◆ RECORDS TO USE
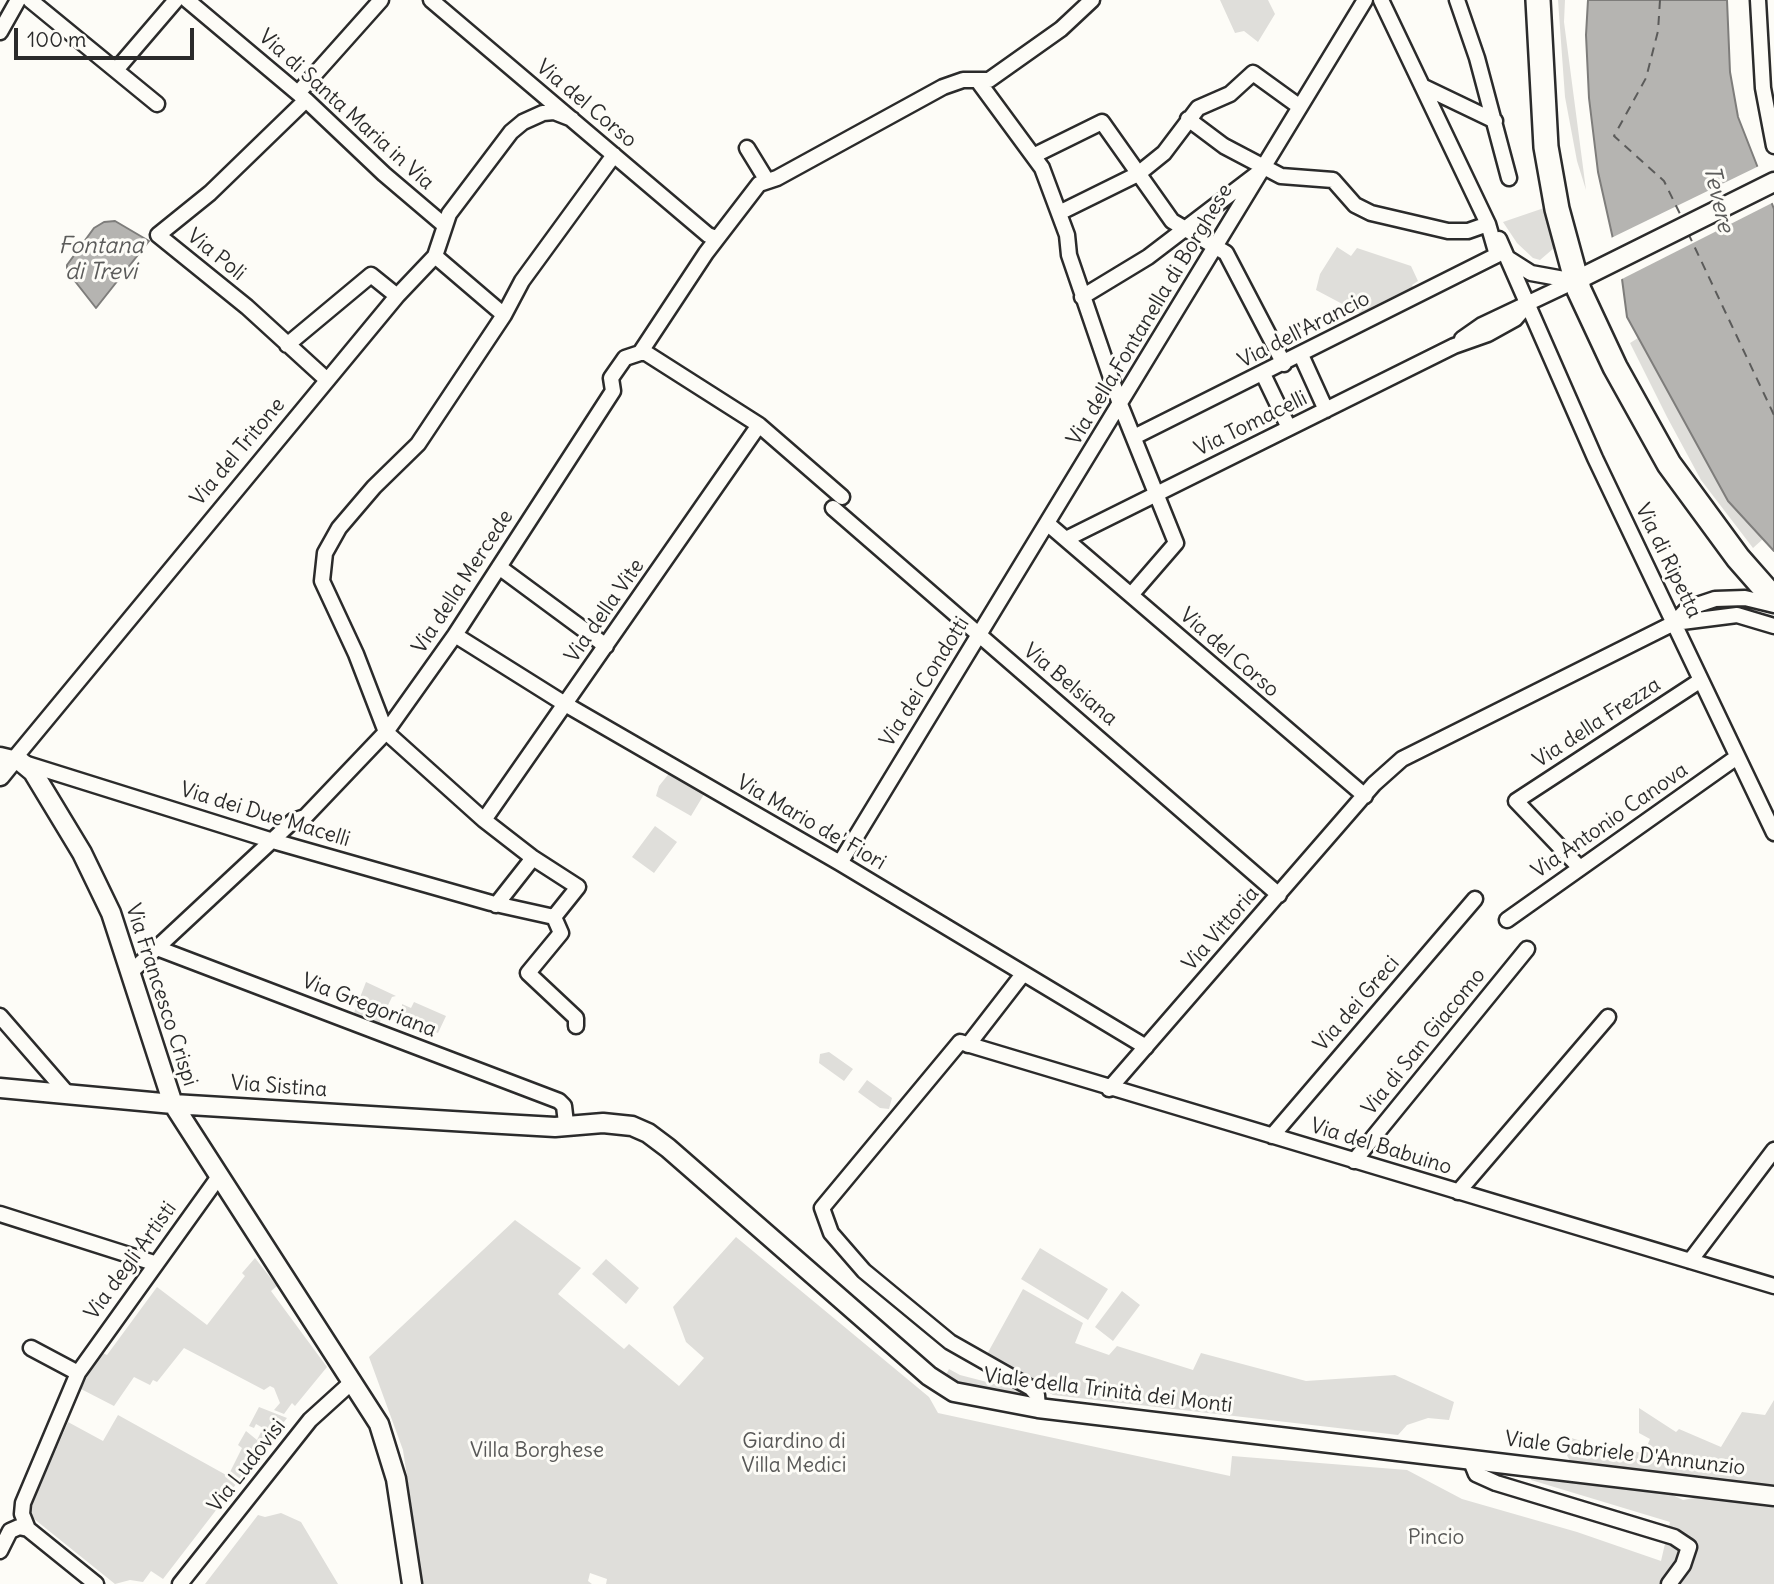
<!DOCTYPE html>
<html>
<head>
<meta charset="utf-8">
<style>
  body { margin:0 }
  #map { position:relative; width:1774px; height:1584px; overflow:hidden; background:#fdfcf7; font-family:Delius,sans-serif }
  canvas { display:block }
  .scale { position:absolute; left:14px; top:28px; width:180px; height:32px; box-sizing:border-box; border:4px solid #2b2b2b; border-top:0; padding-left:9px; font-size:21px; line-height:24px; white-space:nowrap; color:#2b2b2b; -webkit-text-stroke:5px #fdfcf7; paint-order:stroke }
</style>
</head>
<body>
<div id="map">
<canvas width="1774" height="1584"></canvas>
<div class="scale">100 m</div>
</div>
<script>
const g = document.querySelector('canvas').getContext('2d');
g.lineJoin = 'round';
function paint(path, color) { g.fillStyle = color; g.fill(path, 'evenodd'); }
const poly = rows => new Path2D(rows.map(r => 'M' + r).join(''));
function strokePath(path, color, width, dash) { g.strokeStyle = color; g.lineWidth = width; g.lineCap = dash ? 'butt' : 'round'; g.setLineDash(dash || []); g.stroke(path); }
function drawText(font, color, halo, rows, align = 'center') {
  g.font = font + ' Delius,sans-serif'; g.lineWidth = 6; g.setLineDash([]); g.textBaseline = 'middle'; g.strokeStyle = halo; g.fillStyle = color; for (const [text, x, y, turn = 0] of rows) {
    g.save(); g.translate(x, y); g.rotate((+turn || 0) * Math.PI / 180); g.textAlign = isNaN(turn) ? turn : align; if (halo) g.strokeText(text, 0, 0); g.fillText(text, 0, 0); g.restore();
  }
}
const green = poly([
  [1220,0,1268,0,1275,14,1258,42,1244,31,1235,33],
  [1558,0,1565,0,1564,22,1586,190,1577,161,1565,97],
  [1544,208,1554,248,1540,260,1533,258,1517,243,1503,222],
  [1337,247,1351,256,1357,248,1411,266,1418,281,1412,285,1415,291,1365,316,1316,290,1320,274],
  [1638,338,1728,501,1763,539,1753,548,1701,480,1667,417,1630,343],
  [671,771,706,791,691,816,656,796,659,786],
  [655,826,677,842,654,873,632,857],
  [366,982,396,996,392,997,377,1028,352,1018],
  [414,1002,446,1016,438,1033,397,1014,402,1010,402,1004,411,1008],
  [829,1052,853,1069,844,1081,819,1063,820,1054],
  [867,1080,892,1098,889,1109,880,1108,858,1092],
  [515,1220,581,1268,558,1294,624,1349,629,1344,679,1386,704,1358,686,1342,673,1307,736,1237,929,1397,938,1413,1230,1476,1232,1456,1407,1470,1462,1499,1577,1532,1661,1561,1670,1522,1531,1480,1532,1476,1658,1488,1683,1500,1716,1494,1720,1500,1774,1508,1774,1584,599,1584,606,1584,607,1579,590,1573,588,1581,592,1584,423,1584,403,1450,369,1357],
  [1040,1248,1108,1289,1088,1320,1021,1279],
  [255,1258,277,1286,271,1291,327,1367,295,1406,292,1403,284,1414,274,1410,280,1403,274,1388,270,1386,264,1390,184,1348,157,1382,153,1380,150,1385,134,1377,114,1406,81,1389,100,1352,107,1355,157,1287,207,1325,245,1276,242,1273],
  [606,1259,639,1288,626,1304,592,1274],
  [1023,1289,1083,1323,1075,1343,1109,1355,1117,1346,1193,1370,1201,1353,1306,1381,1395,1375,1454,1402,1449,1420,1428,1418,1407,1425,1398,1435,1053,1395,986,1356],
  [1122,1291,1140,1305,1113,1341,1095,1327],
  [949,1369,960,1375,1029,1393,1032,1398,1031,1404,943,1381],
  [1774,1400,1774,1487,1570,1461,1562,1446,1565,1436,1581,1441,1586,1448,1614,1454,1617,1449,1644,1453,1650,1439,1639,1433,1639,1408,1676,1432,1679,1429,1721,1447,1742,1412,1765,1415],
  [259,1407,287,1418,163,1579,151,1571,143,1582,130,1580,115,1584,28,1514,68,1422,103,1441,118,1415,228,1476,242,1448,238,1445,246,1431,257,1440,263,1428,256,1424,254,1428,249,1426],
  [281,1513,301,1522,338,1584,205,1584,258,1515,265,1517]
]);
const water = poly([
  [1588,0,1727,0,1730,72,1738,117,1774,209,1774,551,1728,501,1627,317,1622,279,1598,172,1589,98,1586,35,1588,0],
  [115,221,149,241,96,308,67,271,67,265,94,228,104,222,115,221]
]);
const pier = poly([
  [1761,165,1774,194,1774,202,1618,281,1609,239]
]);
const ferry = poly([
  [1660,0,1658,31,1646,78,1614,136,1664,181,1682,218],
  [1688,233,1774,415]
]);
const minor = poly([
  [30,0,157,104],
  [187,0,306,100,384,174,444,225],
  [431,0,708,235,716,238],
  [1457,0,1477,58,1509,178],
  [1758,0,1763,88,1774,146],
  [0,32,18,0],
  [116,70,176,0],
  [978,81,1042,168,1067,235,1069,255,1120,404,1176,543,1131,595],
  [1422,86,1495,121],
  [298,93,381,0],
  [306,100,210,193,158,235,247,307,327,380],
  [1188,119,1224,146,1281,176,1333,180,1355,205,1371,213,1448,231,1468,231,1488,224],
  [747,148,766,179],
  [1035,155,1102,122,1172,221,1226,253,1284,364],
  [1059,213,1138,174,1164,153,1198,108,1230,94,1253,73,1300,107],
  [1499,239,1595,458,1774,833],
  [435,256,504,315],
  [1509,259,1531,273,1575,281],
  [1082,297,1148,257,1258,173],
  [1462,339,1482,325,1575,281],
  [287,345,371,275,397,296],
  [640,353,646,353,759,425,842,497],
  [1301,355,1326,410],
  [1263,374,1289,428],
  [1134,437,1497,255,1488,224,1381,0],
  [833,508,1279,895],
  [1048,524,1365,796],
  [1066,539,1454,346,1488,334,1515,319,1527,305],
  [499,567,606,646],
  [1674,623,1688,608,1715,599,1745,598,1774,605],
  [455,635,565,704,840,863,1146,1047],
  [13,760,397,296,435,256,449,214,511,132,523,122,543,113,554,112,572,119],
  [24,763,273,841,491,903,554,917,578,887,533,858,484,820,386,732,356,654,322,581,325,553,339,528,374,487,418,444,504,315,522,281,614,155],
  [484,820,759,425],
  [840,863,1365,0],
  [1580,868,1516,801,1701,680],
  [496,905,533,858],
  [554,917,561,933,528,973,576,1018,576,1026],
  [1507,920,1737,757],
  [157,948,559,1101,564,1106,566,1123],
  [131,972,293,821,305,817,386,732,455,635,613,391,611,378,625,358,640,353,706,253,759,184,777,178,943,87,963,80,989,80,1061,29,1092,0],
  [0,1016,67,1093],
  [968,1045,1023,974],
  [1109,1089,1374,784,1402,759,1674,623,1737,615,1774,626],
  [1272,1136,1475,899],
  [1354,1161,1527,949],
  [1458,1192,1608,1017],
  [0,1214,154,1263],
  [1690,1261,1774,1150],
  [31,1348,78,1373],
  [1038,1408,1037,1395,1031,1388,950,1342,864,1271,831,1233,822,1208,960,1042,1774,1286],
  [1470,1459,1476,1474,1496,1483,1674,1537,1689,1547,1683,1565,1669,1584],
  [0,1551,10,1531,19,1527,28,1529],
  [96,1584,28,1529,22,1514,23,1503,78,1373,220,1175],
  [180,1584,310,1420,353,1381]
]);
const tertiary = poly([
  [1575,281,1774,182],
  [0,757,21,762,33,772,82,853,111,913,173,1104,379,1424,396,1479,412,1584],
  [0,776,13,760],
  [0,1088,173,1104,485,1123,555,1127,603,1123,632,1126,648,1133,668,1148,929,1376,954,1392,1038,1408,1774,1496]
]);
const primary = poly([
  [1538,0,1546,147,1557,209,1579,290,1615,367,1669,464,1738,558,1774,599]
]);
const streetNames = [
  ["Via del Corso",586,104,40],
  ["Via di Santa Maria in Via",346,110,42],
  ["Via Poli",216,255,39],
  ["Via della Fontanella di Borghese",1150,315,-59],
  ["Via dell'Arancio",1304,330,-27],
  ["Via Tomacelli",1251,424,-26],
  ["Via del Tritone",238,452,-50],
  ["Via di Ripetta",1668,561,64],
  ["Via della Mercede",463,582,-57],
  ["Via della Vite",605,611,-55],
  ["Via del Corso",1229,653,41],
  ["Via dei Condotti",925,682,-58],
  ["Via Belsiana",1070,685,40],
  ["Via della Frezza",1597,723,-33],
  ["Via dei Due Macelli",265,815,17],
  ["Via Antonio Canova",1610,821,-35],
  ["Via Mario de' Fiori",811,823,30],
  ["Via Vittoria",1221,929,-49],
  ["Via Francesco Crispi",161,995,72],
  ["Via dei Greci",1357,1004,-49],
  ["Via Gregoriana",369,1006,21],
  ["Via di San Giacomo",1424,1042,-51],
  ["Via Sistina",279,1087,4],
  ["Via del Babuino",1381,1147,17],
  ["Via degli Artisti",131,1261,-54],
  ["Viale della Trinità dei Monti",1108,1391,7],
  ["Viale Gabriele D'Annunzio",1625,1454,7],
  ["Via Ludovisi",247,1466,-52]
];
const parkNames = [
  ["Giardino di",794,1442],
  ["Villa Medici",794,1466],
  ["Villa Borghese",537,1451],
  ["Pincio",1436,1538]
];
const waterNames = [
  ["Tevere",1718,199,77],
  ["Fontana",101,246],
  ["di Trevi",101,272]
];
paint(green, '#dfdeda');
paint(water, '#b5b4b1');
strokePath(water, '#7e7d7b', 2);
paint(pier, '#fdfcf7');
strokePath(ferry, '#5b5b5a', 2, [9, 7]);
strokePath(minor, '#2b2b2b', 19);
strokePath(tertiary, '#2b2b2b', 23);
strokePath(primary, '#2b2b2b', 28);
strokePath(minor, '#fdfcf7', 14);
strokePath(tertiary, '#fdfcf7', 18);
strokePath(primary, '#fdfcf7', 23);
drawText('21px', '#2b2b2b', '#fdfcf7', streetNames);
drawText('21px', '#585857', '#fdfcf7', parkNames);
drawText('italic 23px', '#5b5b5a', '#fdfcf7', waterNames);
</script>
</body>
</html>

◆ WHAT NEEDS TO BE DONE
Write down how many lines above contain the string "rows", and nothing besides.

◆ WRITTEN SOLUTION
3